(Stored items)

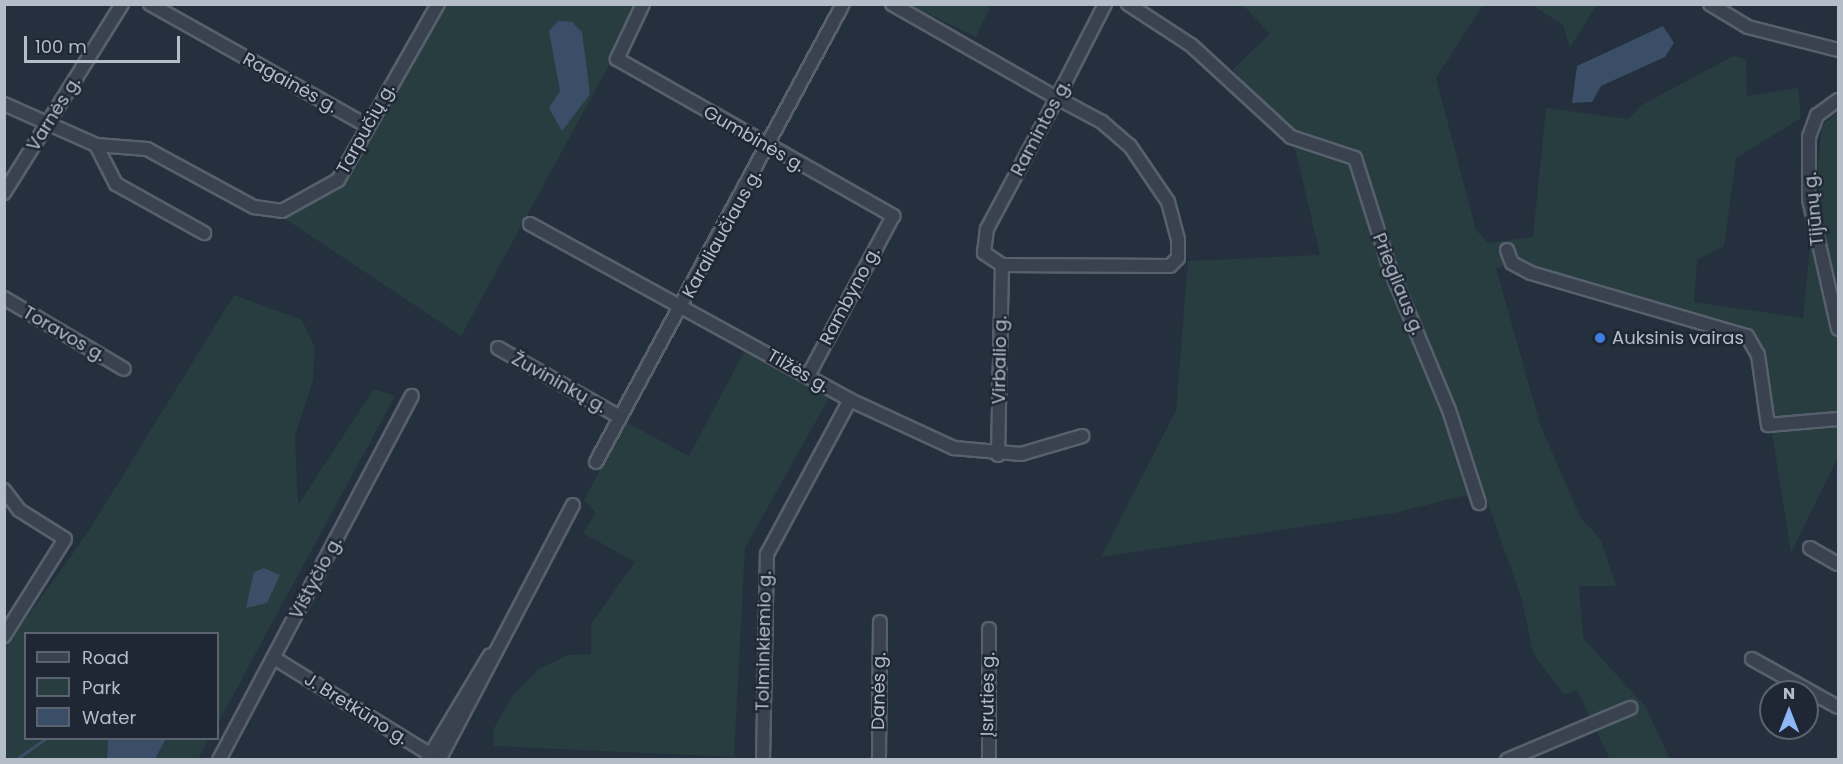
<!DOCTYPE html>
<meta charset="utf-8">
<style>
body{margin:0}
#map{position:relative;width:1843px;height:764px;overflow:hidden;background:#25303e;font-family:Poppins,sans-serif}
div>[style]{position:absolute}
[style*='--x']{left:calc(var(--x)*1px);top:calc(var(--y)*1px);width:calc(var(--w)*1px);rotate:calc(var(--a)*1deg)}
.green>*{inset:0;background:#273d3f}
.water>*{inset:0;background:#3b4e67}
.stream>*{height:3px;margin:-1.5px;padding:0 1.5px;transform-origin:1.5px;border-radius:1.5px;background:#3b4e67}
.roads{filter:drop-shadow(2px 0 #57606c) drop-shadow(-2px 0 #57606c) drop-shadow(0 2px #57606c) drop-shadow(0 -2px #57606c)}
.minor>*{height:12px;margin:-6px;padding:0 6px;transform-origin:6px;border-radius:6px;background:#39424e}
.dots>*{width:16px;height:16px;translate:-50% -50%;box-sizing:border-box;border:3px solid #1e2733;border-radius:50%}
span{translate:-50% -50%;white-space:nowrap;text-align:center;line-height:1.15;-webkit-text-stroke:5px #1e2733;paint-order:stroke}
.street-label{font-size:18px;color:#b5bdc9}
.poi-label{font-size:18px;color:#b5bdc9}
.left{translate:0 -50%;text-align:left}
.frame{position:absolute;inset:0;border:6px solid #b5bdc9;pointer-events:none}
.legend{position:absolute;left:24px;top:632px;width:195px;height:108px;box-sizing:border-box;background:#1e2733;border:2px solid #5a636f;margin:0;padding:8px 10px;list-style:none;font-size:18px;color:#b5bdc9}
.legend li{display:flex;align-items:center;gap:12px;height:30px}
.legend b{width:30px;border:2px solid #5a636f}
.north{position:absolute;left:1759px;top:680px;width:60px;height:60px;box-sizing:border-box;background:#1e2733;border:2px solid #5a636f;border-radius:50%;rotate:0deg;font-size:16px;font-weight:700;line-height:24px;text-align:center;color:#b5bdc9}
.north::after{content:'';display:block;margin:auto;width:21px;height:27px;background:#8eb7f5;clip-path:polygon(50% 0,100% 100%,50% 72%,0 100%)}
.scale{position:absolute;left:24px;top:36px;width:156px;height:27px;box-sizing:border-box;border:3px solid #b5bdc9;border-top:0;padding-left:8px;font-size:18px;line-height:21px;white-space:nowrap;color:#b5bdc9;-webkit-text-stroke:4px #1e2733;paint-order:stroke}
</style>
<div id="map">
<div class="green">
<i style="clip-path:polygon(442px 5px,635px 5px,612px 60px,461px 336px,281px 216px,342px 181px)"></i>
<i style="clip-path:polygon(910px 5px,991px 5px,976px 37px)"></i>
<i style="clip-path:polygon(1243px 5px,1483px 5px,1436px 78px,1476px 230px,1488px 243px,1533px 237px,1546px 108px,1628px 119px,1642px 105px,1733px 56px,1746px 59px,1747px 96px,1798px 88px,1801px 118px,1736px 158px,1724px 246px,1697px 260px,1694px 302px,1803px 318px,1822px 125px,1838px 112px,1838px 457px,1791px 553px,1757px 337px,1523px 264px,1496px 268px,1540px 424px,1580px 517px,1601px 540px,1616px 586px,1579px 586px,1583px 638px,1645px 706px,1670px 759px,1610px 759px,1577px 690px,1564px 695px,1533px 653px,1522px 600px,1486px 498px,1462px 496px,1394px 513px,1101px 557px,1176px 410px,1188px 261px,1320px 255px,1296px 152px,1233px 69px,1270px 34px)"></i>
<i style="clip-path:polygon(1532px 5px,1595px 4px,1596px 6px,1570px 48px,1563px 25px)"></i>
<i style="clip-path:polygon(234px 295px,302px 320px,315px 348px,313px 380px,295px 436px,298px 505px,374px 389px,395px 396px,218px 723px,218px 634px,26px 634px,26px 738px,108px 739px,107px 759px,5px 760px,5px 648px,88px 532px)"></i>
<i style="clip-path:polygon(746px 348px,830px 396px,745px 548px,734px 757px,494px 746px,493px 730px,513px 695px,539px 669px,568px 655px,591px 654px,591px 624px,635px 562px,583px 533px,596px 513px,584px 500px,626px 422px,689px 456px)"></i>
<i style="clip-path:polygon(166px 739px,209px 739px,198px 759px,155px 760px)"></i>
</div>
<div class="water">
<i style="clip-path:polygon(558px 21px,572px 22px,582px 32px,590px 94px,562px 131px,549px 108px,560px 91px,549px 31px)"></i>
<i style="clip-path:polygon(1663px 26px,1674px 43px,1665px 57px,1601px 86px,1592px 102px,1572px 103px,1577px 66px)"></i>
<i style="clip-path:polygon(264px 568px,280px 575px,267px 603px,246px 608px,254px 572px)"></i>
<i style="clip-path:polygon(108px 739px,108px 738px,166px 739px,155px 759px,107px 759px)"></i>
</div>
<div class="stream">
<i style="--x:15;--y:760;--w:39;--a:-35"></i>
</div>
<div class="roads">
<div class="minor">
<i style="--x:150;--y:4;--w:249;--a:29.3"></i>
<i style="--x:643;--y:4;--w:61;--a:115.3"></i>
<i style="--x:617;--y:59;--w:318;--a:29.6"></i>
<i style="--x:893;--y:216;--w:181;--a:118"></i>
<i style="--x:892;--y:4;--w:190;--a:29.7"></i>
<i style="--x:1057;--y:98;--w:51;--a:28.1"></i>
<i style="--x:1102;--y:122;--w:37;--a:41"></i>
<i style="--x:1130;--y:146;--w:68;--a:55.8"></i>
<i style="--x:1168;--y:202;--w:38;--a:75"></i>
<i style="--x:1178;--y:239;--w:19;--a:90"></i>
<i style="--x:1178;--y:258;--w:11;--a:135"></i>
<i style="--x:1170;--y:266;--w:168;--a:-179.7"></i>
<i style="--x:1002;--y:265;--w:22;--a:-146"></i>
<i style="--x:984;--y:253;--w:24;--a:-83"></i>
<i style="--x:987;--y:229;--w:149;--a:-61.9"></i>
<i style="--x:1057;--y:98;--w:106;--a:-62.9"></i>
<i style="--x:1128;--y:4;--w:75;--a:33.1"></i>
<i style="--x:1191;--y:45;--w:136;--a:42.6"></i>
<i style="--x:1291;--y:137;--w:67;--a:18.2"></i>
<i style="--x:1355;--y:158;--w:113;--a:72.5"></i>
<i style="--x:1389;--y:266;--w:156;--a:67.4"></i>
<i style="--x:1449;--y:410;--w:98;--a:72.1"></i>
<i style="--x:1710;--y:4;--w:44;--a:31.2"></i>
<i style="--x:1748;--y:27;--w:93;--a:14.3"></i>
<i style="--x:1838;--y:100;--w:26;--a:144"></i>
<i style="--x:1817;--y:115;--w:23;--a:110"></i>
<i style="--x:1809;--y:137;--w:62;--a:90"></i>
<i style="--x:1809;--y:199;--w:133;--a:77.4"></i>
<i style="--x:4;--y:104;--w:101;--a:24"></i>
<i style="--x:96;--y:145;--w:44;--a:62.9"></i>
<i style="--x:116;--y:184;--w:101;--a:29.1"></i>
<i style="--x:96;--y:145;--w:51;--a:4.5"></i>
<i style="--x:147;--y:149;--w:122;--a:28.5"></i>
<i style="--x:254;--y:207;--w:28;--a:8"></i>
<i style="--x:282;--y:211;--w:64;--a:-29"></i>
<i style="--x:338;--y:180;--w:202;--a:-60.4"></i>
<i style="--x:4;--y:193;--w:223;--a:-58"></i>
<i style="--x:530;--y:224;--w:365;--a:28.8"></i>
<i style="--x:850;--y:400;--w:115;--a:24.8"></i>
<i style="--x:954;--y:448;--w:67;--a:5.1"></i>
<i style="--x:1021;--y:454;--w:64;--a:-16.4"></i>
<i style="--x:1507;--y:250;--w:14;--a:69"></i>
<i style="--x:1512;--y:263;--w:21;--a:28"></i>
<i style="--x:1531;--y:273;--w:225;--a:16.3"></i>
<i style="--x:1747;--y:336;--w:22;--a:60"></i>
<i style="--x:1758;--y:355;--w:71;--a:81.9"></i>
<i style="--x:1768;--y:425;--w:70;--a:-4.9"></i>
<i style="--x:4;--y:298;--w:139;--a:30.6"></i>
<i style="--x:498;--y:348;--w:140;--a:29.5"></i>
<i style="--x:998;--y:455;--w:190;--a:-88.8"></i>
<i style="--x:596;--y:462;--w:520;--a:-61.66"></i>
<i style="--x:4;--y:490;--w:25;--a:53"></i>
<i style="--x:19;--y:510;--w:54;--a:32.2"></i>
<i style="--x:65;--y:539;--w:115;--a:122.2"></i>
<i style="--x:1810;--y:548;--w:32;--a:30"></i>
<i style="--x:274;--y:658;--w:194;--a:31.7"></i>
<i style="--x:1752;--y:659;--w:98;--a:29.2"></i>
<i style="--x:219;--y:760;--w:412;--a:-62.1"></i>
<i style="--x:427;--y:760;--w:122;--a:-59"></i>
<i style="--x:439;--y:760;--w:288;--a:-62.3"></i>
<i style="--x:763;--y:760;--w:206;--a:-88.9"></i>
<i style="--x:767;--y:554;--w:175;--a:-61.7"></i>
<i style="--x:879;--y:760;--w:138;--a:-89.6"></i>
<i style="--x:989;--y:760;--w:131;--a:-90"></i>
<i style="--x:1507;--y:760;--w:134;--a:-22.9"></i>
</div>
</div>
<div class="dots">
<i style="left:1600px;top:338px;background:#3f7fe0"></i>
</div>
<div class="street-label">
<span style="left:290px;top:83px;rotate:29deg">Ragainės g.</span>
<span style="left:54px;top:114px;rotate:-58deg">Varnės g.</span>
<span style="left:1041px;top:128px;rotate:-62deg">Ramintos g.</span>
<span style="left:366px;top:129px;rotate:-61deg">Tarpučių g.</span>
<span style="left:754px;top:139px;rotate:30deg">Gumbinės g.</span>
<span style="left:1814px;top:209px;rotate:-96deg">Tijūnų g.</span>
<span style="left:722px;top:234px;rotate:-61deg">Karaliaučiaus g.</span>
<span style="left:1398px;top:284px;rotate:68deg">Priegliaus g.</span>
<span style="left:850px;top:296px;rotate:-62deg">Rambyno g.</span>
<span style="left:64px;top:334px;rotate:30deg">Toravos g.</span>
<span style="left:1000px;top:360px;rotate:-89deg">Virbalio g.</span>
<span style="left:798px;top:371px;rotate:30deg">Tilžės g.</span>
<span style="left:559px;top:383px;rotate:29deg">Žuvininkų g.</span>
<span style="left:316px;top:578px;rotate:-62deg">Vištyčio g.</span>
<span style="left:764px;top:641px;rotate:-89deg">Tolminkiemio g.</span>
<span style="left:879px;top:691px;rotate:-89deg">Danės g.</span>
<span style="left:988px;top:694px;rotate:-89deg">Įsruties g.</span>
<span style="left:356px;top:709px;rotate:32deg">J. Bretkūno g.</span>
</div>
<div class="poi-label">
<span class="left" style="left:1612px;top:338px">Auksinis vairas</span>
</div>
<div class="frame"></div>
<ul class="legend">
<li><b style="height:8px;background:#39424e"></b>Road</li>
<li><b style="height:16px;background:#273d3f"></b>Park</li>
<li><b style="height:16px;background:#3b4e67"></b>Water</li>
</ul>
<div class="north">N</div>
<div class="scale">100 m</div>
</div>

EXERCISE BRIEF —
Give the number of lines in the entries that hold the word "origin", and nothing else.

ANSWER TO THE EXERCISE —
2